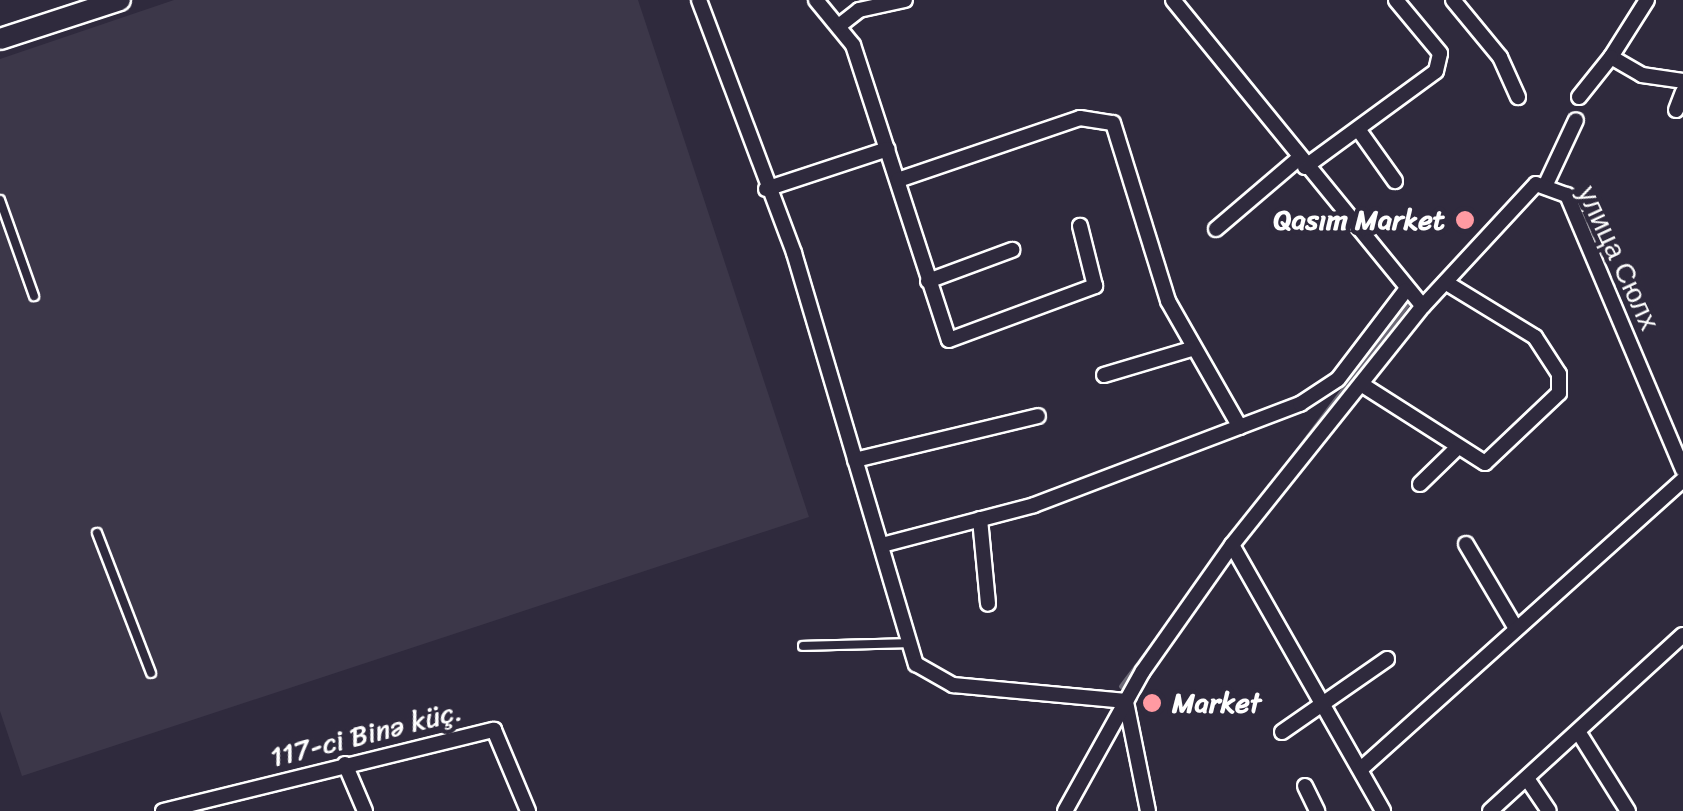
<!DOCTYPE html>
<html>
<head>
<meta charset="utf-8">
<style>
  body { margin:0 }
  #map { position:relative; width:1683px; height:811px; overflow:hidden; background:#2f2a3d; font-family:Sriracha,sans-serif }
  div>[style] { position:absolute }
  .built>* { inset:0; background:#3c3749 }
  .stream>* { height:5px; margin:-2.5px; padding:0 2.5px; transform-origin:2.5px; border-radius:2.5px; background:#6d6a77 }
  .roads { filter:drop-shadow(2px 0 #fff) drop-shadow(-2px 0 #fff) drop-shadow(0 2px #fff) drop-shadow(0 -2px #fff) }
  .lane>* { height:8px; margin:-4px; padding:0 4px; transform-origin:4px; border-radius:4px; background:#2f2a3d }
  .street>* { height:14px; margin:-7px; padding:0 7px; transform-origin:7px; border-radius:7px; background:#2f2a3d }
  .secondary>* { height:20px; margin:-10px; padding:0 10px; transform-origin:10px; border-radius:10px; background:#2f2a3d }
  .dots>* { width:28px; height:28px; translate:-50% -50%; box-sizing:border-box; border:5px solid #2f2a3d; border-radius:50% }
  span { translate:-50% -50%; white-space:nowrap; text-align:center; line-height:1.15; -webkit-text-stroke:9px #2f2a3d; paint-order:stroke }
  .poi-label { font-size:28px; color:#fff; font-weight:700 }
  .right { translate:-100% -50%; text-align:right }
  .left { translate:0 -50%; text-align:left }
  .street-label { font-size:28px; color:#fff }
</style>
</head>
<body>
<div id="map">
  <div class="built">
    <div style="clip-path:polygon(174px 0,638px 0,809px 517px,22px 776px,0 711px,0 59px)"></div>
  </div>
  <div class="stream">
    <div style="left:1272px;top:484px;width:225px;rotate:-53.1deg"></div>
    <div style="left:1121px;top:686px;width:91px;rotate:-53deg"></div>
  </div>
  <div class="roads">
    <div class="lane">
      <div style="left:0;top:200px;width:102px;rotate:70.5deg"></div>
      <div style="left:97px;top:533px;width:150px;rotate:68.9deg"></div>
      <div style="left:803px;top:646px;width:106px;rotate:-1.6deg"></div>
    </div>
    <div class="street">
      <div style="left:699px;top:0;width:270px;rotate:69.4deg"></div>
      <div style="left:794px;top:253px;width:429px;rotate:73.5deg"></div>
      <div style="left:916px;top:664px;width:43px;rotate:29.6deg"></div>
      <div style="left:953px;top:685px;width:174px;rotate:5.3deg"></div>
      <div style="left:816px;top:0;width:58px;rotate:50.6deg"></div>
      <div style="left:853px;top:45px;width:310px;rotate:72deg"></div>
      <div style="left:949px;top:340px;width:156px;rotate:-20.3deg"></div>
      <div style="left:1095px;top:286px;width:62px;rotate:-104deg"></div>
      <div style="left:1173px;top:0;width:395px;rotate:50.8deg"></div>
      <div style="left:1453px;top:0;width:74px;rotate:50.5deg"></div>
      <div style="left:1500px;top:57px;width:44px;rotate:65.8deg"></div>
      <div style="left:1647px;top:0;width:67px;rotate:122.3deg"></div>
      <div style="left:1611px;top:57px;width:36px;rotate:30deg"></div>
      <div style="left:1642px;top:75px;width:41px;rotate:8.3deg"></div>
      <div style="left:840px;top:25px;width:24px;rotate:-38deg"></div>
      <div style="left:859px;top:10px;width:47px;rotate:-12.3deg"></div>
      <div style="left:1579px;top:97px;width:51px;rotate:-51.3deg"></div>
      <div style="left:1676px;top:110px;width:19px;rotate:-69deg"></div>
      <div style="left:1358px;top:129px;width:64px;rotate:54.6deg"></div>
      <div style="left:1305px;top:167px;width:162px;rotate:-36.2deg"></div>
      <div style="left:1436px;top:71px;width:18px;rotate:-77deg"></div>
      <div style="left:1440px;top:53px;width:69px;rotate:-129.7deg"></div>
      <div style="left:898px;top:180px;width:192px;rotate:-18.8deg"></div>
      <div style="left:1080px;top:118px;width:33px;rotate:9deg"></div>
      <div style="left:1113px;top:123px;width:186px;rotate:72.8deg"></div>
      <div style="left:1168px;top:301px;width:145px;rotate:60.3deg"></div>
      <div style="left:1547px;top:182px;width:68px;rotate:-64.9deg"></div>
      <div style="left:766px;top:189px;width:128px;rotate:-18.2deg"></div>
      <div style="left:1216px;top:229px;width:108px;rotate:-40.5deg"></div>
      <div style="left:928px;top:281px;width:90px;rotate:-20.3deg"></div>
      <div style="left:1104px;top:375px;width:91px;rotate:-16.6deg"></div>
      <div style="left:1361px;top:384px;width:147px;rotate:32.5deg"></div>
      <div style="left:1485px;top:463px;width:102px;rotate:-43.4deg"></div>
      <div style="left:1559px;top:393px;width:19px;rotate:-90deg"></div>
      <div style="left:1559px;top:374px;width:44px;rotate:-123deg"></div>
      <div style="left:1535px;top:337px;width:105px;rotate:-148.6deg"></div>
      <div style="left:855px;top:460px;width:188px;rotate:-13.5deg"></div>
      <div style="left:1420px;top:484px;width:52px;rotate:-44.2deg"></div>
      <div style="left:980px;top:519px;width:85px;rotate:84.6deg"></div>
      <div style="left:1466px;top:544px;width:96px;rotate:59.4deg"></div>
      <div style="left:882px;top:545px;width:157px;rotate:-14.7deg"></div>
      <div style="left:1034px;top:505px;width:285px;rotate:-20.8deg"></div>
      <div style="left:1300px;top:404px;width:45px;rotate:-33.3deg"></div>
      <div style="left:1338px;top:379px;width:111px;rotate:-52.7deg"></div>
      <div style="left:1232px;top:545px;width:306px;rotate:60.4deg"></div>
      <div style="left:1126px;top:702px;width:111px;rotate:78.6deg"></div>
      <div style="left:1282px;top:732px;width:128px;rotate:-34.8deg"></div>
      <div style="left:1579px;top:733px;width:92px;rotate:57.9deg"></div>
      <div style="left:345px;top:764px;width:51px;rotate:66.9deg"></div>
      <div style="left:1362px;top:768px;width:431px;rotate:-41.9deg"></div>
      <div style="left:1528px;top:780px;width:37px;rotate:56deg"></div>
      <div style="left:1305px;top:786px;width:28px;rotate:64deg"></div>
      <div style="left:163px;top:811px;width:341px;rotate:-13.8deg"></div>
      <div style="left:494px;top:730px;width:88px;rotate:67.2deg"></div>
      <div style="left:1065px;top:811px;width:160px;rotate:-60.9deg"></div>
      <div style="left:1143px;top:671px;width:154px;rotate:-54.8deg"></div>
      <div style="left:1232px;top:545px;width:306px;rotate:-51.4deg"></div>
      <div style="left:1423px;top:306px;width:166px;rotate:-47.2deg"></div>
      <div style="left:1536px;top:184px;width:33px;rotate:20deg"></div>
      <div style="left:1567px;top:195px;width:298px;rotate:67.1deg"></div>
      <div style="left:1490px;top:811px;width:261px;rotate:-42.4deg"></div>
    </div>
    <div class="secondary">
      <div style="left:0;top:39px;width:126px;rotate:-18deg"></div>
    </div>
  </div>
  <div class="dots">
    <div style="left:1465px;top:220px;background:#ff9aa2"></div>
    <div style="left:1152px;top:703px;background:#ff9aa2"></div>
  </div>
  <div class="poi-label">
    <span class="right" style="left:1445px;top:220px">Qasım Market</span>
    <span class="left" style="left:1172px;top:703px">Market</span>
  </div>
  <div class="street-label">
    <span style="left:1618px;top:258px;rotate:65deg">улица Сюлх</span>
    <span style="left:366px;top:734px;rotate:-14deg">117-ci Binə küç.</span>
  </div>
</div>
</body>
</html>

◇ ◇ ◇ ◇ ◇

## Exercise
Extract every line above that contains the word "stream".

## Response area
  .stream>* { height:5px; margin:-2.5px; padding:0 2.5px; transform-origin:2.5px; border-radius:2.5px; background:#6d6a77 }
  <div class="stream">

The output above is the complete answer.